Masquerade (port-mapped) NAT

Port-mapped network address translation (NAT) is a variation of masquerade NAT.

In port-mapped NAT, you can specify both the IP address and the port number to translate. This enables both your internal personal computer and the external workstation to initiate IP traffic. You can use port-mapped NAT if the external workstation (or client) needs to access workstations or systems inside your network. Only IP traffic that matches both the IP address and the port number is allowed to access.

Internal initiation

When the internal personal computer with Address 1: Port 1 initiates traffic to an outside workstation, the translating code will check the NAT rule file for Address 1: Port 1. If both the source IP address (Address 1) and the source port number (Port 1) match the NAT rule, NAT starts the conversation and performs the translation. The specified values from the NAT rule replace the IP source address and source port number. Address 1: Port 1 is replaced with Address 2: Port 2.

External initiation

An external workstation initiates IP traffic with the destination IP address of Address 2. The destination port number is Port 2. The NAT server untranslates the datagram with or without an existing conversation. In other words, NAT automatically creates a conversation if one does not already exist. Address 2: Port 2 is untranslated to Address 1: Port 1.

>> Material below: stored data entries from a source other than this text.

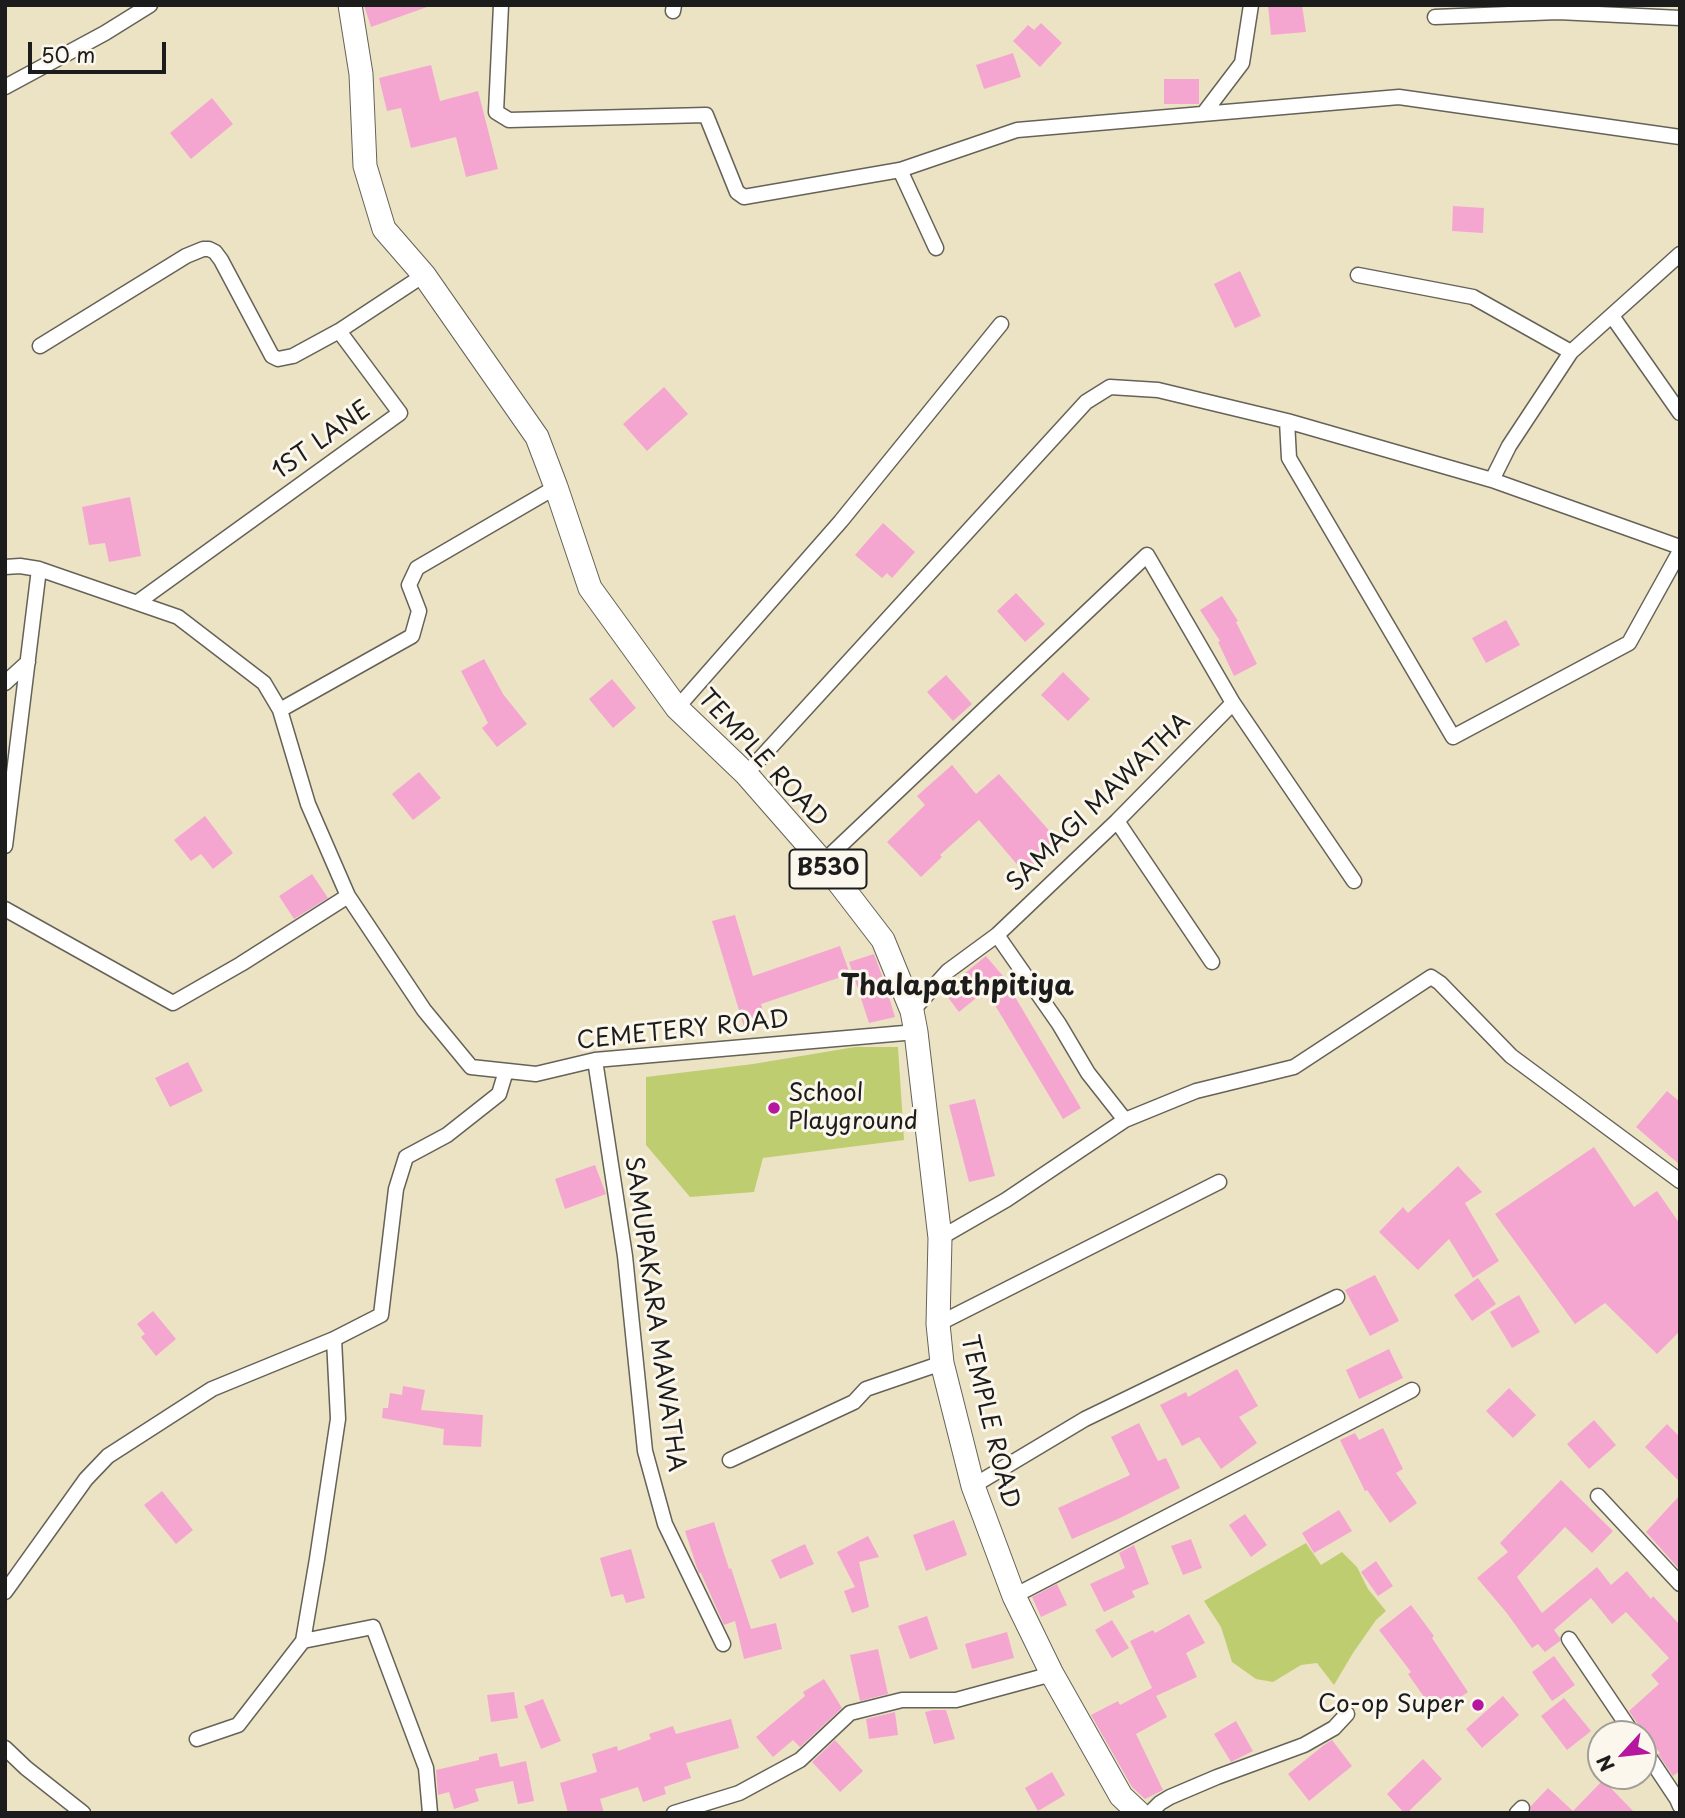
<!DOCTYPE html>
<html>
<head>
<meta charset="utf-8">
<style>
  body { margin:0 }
  #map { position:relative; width:1685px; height:1818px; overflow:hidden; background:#ece3c4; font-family:"Playpen Sans",sans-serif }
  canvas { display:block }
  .frame { position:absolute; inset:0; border:7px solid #1c1c1c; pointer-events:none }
  .north { position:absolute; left:1587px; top:1720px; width:70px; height:70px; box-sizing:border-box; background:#fbf7ec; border:2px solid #a29f99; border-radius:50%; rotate:243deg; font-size:19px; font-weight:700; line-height:28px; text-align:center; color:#1c1c1c }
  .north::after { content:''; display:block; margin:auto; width:24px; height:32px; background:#b5179e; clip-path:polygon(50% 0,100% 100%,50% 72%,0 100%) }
  .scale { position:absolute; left:28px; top:42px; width:138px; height:32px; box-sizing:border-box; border:4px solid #1c1c1c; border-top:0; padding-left:9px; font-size:21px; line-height:24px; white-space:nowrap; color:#1c1c1c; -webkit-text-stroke:5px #fbf7ec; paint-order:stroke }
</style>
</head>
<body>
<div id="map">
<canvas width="1685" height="1818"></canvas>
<div class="frame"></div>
<div class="north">N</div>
<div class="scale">50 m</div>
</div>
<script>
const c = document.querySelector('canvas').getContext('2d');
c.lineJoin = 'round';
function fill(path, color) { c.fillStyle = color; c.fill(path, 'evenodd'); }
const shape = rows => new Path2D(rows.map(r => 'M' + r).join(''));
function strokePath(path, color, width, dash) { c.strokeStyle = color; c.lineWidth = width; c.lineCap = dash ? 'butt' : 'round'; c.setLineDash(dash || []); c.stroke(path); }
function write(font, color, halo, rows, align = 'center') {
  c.font = font + ' "Playpen Sans",sans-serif'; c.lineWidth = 6; c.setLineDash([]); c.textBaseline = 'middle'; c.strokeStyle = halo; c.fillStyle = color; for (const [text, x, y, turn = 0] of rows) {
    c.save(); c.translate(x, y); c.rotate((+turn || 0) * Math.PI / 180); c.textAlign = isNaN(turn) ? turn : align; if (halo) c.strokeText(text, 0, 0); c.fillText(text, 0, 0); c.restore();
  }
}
fill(shape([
  [855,1047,898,1047,904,1140,763,1158,754,1192,690,1197,646,1145,646,1077,753,1064],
  [1306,1543,1321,1565,1342,1552,1357,1567,1368,1589,1386,1611,1376,1620,1353,1653,1334,1685,1317,1663,1301,1665,1273,1682,1256,1679,1232,1662,1221,1627,1204,1601]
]), '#becd70');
fill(shape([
  [364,5,427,5,427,7,371,27],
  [1268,5,1302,5,1306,32,1271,35],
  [1041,23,1062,43,1040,67,1013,41,1028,25,1034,30],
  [1013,53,1021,77,984,89,976,65],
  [431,65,440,101,478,91,498,169,466,177,456,137,411,148,401,108,387,111,379,78],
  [1164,79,1199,79,1199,104,1164,104],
  [212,98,233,124,191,159,170,133],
  [1453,206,1484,208,1483,233,1452,231],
  [1240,271,1261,316,1235,328,1214,284],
  [664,387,688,414,647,451,623,424],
  [130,497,141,556,109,562,105,543,89,545,82,507],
  [883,523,915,552,892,578,887,573,882,578,855,555],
  [1016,593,1045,624,1025,642,997,611],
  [1222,596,1238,621,1236,622,1257,664,1234,676,1218,642,1220,641,1200,610],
  [1506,620,1520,645,1486,663,1472,638],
  [484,659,503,694,527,724,497,747,482,728,488,723,461,671],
  [1063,672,1090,699,1068,721,1041,695],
  [946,675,972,704,953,721,927,692],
  [612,679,636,708,613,728,589,699],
  [952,765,976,794,999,774,1062,845,1027,876,979,820,940,855,942,857,921,877,887,842,925,805,917,796],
  [419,772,441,798,413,820,392,794],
  [205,816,233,853,213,869,201,854,191,861,174,840],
  [312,874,328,898,294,919,279,896],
  [735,915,753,976,840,946,850,974,761,1004,767,1023,745,1030,712,921],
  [874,954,884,981,895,1017,869,1023,849,962],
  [986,956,1002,975,1081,1108,1063,1119,986,990,959,1012,943,991],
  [188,1062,203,1091,170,1107,155,1078],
  [1667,1091,1680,1102,1680,1165,1636,1127],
  [975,1099,995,1176,969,1182,949,1105],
  [1594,1147,1634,1207,1657,1191,1680,1224,1680,1331,1657,1354,1605,1303,1575,1324,1495,1214],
  [595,1165,606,1194,565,1209,555,1179],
  [1458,1166,1482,1192,1465,1203,1499,1261,1473,1278,1449,1239,1418,1270,1379,1232,1403,1207,1408,1213],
  [1375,1275,1399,1321,1370,1336,1345,1290],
  [1478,1278,1496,1304,1472,1321,1454,1295],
  [1519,1295,1540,1332,1512,1348,1490,1312],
  [153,1311,176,1339,156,1356,141,1337,145,1334,137,1324],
  [1389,1349,1403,1378,1359,1399,1346,1370],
  [1237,1369,1258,1406,1239,1417,1257,1443,1221,1469,1199,1437,1182,1446,1160,1405,1186,1392,1188,1397],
  [403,1386,425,1390,421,1410,483,1415,481,1447,443,1445,444,1429,382,1418,383,1408,388,1408,390,1393,402,1395],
  [1509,1388,1536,1415,1513,1438,1486,1411],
  [1594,1420,1616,1445,1589,1469,1567,1444],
  [1139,1423,1158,1461,1166,1458,1180,1488,1120,1518,1072,1539,1058,1508,1130,1475,1111,1437],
  [1667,1424,1680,1437,1680,1482,1645,1447],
  [1383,1428,1403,1469,1396,1473,1417,1503,1390,1523,1367,1490,1365,1491,1340,1440,1355,1433,1359,1440],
  [1561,1480,1613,1531,1592,1553,1565,1527,1517,1577,1542,1613,1597,1567,1611,1585,1627,1571,1651,1599,1653,1596,1680,1625,1680,1771,1673,1776,1658,1754,1660,1753,1643,1734,1641,1729,1629,1711,1659,1684,1651,1675,1669,1658,1626,1612,1612,1624,1591,1598,1554,1630,1560,1638,1560,1641,1545,1652,1538,1644,1532,1648,1506,1612,1477,1578,1508,1552,1500,1543],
  [162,1491,193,1530,176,1544,144,1505],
  [1680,1495,1680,1570,1646,1532],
  [1339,1510,1352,1531,1314,1553,1302,1533],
  [1245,1514,1267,1545,1251,1557,1229,1525],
  [954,1520,967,1555,926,1571,913,1535],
  [714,1522,729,1569,731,1568,751,1629,776,1623,782,1649,744,1659,735,1621,724,1625,701,1573,699,1573,697,1568,685,1531],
  [868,1536,879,1557,859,1562,869,1607,852,1613,844,1591,855,1587,837,1552],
  [1191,1539,1202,1568,1183,1575,1171,1546],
  [805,1544,814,1564,780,1579,771,1560],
  [1134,1545,1149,1584,1132,1591,1135,1597,1104,1612,1090,1584,1125,1568,1119,1553],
  [631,1549,645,1598,626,1603,623,1594,611,1597,600,1558],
  [1376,1561,1393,1586,1378,1596,1361,1572],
  [1057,1584,1067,1605,1041,1617,1032,1597],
  [1411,1605,1434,1636,1432,1638,1468,1692,1436,1714,1408,1674,1411,1672,1379,1630],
  [1189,1614,1205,1643,1186,1653,1197,1677,1156,1696,1167,1717,1136,1734,1163,1790,1145,1799,1132,1787,1091,1715,1118,1701,1120,1705,1152,1688,1130,1641,1153,1630,1155,1633],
  [927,1616,938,1649,910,1659,898,1626],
  [1112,1620,1129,1648,1112,1658,1095,1630],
  [1007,1632,1014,1658,972,1669,965,1644],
  [878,1649,888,1694,860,1701,850,1655],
  [1554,1656,1575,1685,1552,1701,1532,1672],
  [824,1679,842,1708,800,1747,793,1740,773,1757,756,1737,805,1696,803,1692],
  [514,1692,518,1718,491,1722,487,1695],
  [1503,1696,1519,1715,1482,1748,1466,1729],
  [1564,1698,1591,1731,1567,1750,1541,1716],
  [543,1699,561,1741,541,1749,524,1706],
  [933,1710,946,1710,955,1739,934,1744,925,1712],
  [895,1712,898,1735,869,1739,866,1719],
  [731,1719,739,1748,686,1763,691,1778,664,1787,666,1794,643,1802,638,1787,600,1799,604,1813,568,1813,560,1783,597,1772,592,1754,617,1746,618,1751,651,1739,649,1734,673,1726,676,1734],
  [1236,1721,1253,1751,1231,1762,1214,1734],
  [835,1740,863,1771,840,1792,812,1762],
  [1332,1740,1352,1766,1309,1801,1288,1774,1324,1745],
  [497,1753,500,1767,526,1761,534,1801,518,1804,513,1781,475,1789,479,1801,454,1809,449,1792,438,1795,436,1770,479,1760,479,1757],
  [1423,1759,1442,1779,1407,1813,1404,1813,1387,1794],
  [1052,1772,1065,1795,1038,1811,1025,1788],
  [1603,1780,1635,1813,1530,1813,1531,1806,1548,1788,1573,1811]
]), '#f5a6d0');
const street = shape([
  [501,5,496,112,509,120,706,115,737,192,744,197,900,170,1017,130,1399,97,1680,137],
  [673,11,674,5],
  [1435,17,1558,12,1680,18],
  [5,87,105,33,150,5],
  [1204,113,1242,63,1251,5],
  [900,170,936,248],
  [1358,275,1473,297,1571,352],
  [1612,316,1680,413],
  [40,346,186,256,203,249,209,249,215,252,221,260,272,356,278,359,293,356,339,331],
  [1287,421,1289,458,1453,737,1629,643,1680,551],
  [1492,480,1509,446,1571,352,1680,254],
  [5,567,20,566,39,569,178,617,264,683,280,710,308,804,348,896,424,1010,471,1067,536,1074,595,1060,916,1032],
  [138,602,400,413,339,331,424,275],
  [5,683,28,662],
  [677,708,841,521,1001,324],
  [280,710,412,636,419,611,409,585,417,568,556,487],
  [746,774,1086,402,1110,387,1158,390,1287,421,1492,480,1680,547],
  [1117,821,1212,962],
  [5,846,39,569],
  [823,862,1147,555,1233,703,1354,881],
  [5,909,173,1003,241,964,348,896],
  [997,935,1059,1024,1088,1073,1125,1120,1196,1091,1294,1067,1431,977,1440,983,1511,1056,1680,1181],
  [912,1011,948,971,997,935,1117,821,1233,703],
  [595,1060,625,1256,645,1451,665,1524,723,1644],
  [940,1238,1006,1200,1125,1120],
  [938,1324,1219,1182],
  [730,1460,854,1402,866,1389,942,1363],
  [973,1486,1085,1419,1337,1297],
  [1598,1496,1680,1584],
  [5,1592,86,1479,108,1456,212,1389,334,1339,381,1315,396,1189,406,1157,447,1135,499,1094,506,1071],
  [1014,1596,1412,1390],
  [1569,1639,1633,1734],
  [303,1641,317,1559,338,1419,334,1339],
  [197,1739,238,1725,303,1641,373,1627,426,1768,430,1813],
  [5,1748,26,1768,83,1813],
  [1643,1748,1677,1799,1680,1806],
  [674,1813,739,1793,800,1760,850,1713,902,1700,956,1700,1052,1674],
  [1150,1813,1160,1803,1170,1797,1217,1777,1304,1745,1334,1728,1347,1714],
  [1517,1813,1522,1808]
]);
const primary = shape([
  [350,5,361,74,365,166,384,229,424,275,537,437,556,487,590,588,677,708,746,774,823,862,883,940,912,1011,916,1032,940,1238,938,1324,942,1363,973,1486,1014,1596,1052,1674,1121,1796,1139,1813]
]);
strokePath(street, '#656257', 17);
strokePath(primary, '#656257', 25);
strokePath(street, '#fff', 14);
strokePath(primary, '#fff', 23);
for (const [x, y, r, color] of [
  [774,1108,7,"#b5179e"],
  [1478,1705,7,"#b5179e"]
]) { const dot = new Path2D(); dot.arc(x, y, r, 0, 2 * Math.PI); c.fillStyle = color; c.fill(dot); strokePath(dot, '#fbf7ec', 2.5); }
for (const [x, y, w] of [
  [828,869,77]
]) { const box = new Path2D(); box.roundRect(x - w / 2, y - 19.5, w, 39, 5); c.fillStyle = '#fbf7ec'; c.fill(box); strokePath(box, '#1c1c1c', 2); }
write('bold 23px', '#1c1c1c', null, [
  ["B530",828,869]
]);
write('24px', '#1c1c1c', '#fbf7ec', [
  ["1ST LANE",322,441,-36],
  ["TEMPLE ROAD",762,759,47],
  ["SAMAGI MAWATHA",1099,803,-44],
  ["CEMETERY ROAD",683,1031,-6],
  ["SAMUPAKARA MAWATHA",654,1314,82],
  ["TEMPLE ROAD",989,1422,76]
]);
write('24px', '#1c1c1c', '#fbf7ec', [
  ["School",788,1094],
  ["Playground",788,1122],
  ["Co-op Super",1464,1705,"right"]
], 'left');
write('bold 28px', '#1c1c1c', '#fbf7ec', [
  ["Thalapathpitiya",957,987]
]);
</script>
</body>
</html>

The following list highlights the features of masquerade port-mapped NAT:

  • Masquerade port-mapped NAT has a one-to-one relationship.
  • Masquerade port-mapped NAT can be initiated by both external and internal networks.
  • The registered address that the private address hides behind must be defined on the IBM® i platform that performs the NAT operations.
  • IP traffic outside of NAT operations cannot use the registered address. However, if this address attempts to use a port number that matches the hidden port in the NAT rule, then the traffic will be translated. The interface will be unusable.
  • Typically the port numbers are mapped to well-known port numbers, so extra information is not necessary. For example, you can run an HTTP server bound to port 5123, then map this to the public IP and port 80. If you want to hide an internal port number behind another (uncommon) port number, the client needs to be physically told the value of the destination port number. If not, it is difficult for communication to occur.
  • You must set MAXCON high enough to accommodate the number of conversations you want to use. For example, if you are using File Transfer Protocol (FTP), your personal computer will have two conversations active. You need to set MAXCON high enough to accommodate multiple conversations for each personal computer. The default value is 128.
  • Masquerade NAT supports only the following protocols: TCP, User Datagram Protocol (UDP), and Internet Control Message Protocol (ICMP).
  • Whenever you use NAT, you must enable IP forwarding. Use the Change TCP/IP Attributes (CHGTCPA) command to verify that IP datagram forwarding is set to YES.